### SUPPLIED INFORMATION ###

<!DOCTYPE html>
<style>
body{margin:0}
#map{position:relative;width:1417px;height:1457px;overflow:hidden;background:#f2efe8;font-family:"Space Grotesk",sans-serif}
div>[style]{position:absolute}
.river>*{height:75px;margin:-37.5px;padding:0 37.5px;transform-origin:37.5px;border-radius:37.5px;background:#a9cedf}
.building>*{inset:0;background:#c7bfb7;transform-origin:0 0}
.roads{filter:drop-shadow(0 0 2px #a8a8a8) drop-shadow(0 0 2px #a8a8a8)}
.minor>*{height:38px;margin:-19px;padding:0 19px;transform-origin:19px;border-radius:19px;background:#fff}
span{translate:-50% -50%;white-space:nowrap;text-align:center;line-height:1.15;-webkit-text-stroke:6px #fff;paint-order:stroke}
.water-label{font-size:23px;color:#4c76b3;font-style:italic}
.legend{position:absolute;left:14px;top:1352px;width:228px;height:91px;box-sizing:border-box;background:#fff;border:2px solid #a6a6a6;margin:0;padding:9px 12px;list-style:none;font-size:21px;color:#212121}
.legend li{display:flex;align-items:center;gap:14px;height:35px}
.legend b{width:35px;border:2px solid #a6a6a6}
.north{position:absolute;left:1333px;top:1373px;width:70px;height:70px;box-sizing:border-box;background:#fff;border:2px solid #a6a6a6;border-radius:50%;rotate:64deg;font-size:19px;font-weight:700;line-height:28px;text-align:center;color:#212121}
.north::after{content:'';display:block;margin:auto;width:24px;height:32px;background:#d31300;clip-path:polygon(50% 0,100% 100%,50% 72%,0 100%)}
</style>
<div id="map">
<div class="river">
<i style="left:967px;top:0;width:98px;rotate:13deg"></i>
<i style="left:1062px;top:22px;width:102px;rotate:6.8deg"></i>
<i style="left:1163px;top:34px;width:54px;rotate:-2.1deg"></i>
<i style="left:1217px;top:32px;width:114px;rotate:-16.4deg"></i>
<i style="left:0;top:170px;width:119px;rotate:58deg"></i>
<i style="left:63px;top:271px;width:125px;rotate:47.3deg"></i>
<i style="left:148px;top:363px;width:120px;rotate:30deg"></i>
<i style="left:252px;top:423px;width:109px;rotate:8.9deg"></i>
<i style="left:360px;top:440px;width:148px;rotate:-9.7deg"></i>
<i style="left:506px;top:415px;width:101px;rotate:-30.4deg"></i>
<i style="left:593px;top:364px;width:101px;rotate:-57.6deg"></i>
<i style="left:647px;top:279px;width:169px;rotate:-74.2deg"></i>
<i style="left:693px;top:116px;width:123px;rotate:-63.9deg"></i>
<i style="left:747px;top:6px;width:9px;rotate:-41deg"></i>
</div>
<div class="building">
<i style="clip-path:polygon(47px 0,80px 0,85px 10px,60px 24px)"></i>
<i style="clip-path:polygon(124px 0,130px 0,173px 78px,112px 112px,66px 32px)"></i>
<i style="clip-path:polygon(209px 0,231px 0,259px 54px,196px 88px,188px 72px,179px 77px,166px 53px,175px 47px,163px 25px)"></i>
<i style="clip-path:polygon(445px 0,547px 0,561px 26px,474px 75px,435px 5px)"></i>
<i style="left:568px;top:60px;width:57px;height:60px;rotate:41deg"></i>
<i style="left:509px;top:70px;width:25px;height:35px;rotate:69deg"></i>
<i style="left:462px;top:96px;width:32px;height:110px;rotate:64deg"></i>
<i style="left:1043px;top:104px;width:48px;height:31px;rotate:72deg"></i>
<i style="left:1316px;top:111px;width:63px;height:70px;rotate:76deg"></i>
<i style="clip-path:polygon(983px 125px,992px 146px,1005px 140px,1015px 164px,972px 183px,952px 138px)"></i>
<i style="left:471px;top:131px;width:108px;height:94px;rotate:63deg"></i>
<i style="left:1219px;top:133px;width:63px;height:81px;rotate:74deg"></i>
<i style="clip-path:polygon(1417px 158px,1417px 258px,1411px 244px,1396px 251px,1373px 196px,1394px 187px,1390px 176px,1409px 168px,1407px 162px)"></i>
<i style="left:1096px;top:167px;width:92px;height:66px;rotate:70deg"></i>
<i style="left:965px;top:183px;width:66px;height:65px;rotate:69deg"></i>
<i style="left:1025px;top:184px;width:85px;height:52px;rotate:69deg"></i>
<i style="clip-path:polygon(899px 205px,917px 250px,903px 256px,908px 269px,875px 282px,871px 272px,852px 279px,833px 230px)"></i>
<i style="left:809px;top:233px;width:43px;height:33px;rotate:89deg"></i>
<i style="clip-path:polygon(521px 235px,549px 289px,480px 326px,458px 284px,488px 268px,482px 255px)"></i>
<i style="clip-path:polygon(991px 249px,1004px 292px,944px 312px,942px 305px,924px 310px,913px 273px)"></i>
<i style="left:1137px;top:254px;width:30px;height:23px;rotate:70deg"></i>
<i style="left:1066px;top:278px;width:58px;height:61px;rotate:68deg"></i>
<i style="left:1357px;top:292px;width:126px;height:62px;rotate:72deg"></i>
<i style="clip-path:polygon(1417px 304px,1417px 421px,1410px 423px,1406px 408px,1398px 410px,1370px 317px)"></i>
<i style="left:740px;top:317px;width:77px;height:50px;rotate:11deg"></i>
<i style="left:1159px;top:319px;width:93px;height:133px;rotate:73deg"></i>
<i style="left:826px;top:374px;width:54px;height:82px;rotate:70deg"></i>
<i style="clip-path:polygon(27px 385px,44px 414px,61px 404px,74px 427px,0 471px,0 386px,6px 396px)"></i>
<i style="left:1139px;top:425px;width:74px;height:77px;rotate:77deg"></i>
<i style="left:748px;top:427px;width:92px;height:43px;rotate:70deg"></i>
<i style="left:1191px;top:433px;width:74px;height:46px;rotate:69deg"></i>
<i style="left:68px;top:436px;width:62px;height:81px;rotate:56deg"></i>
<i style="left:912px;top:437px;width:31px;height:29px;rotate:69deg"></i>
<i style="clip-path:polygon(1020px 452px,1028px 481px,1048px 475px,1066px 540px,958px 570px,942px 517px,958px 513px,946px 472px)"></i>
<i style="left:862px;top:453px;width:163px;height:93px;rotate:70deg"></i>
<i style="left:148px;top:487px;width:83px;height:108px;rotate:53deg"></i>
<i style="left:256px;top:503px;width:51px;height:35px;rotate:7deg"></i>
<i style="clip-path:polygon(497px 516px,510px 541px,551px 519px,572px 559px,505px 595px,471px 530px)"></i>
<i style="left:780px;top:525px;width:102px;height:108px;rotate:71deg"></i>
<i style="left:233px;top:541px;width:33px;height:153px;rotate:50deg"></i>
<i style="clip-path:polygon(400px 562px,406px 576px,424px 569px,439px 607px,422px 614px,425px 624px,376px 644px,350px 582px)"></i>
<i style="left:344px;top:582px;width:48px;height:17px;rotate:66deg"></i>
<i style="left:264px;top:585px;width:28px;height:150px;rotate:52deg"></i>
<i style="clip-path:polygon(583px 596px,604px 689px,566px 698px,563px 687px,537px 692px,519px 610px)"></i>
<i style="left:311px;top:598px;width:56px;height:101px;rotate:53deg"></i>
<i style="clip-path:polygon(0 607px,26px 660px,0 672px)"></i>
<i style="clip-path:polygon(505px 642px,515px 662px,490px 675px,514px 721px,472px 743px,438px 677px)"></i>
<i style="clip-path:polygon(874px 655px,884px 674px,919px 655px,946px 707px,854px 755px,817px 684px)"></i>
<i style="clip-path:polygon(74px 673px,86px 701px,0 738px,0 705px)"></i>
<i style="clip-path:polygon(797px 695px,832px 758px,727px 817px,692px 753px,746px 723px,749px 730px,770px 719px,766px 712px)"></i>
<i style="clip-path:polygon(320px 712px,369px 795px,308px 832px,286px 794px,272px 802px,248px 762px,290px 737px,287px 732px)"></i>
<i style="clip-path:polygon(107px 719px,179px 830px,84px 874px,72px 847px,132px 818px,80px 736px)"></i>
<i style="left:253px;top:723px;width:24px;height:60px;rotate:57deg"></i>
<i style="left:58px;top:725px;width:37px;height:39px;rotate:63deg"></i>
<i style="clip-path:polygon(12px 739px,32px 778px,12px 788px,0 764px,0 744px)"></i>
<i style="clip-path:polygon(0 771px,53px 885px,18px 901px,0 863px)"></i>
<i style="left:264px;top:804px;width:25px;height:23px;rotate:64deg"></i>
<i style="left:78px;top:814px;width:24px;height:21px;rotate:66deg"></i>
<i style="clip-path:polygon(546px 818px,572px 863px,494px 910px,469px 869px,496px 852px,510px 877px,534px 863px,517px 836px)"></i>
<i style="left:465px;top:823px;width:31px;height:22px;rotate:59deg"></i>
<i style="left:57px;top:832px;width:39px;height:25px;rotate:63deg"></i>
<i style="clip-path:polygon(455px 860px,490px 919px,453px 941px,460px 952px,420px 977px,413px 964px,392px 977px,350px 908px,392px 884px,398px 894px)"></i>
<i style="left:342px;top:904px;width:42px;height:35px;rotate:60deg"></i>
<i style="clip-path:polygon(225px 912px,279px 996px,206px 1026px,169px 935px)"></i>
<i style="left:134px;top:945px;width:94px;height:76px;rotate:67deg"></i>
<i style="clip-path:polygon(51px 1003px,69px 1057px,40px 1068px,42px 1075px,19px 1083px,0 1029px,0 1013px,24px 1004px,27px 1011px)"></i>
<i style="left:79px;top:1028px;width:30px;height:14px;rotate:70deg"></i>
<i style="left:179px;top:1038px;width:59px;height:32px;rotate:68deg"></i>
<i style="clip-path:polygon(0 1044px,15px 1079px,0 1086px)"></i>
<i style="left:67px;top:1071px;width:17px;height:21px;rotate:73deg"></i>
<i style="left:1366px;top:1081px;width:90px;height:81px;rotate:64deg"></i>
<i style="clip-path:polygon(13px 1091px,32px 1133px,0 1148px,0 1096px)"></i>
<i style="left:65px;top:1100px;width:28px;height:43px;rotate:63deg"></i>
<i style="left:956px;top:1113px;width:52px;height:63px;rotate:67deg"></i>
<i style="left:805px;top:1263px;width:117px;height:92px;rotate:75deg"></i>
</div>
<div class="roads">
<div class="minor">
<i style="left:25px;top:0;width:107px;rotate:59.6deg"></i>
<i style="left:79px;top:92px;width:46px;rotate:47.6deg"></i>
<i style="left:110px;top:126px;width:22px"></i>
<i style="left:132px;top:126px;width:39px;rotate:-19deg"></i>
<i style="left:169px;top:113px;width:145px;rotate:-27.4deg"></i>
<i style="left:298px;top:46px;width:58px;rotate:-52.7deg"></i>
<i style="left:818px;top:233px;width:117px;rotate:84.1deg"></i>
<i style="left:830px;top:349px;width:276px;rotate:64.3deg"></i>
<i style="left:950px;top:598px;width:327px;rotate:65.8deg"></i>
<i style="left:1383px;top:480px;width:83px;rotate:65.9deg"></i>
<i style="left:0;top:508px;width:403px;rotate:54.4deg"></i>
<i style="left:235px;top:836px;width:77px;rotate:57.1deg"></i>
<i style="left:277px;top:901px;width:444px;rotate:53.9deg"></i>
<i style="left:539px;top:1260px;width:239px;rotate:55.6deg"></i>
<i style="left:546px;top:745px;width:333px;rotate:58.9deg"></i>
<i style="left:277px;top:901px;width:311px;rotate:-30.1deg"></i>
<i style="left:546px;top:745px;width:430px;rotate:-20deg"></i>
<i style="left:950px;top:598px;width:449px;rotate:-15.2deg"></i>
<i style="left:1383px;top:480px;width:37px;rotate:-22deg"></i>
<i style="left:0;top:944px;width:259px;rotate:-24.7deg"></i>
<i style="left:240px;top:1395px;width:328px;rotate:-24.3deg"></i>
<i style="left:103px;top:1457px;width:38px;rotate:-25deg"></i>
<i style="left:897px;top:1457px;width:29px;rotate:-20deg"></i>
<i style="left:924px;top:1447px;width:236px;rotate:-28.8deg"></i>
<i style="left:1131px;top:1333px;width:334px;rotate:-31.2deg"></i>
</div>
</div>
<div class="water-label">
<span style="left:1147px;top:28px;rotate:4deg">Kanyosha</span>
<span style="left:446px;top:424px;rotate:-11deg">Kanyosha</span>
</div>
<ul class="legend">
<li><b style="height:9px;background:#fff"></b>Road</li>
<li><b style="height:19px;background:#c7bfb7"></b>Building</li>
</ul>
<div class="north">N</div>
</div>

###

## WHAT IS BEING ASKED
Give again, word for word, the lines of the listing, starting at its first line and ending with the line containing "2px #a8a8a8) drop-shadow(0".

## RESULT FOR THIS EXERCISE
<!DOCTYPE html>
<style>
body{margin:0}
#map{position:relative;width:1417px;height:1457px;overflow:hidden;background:#f2efe8;font-family:"Space Grotesk",sans-serif}
div>[style]{position:absolute}
.river>*{height:75px;margin:-37.5px;padding:0 37.5px;transform-origin:37.5px;border-radius:37.5px;background:#a9cedf}
.building>*{inset:0;background:#c7bfb7;transform-origin:0 0}
.roads{filter:drop-shadow(0 0 2px #a8a8a8) drop-shadow(0 0 2px #a8a8a8)}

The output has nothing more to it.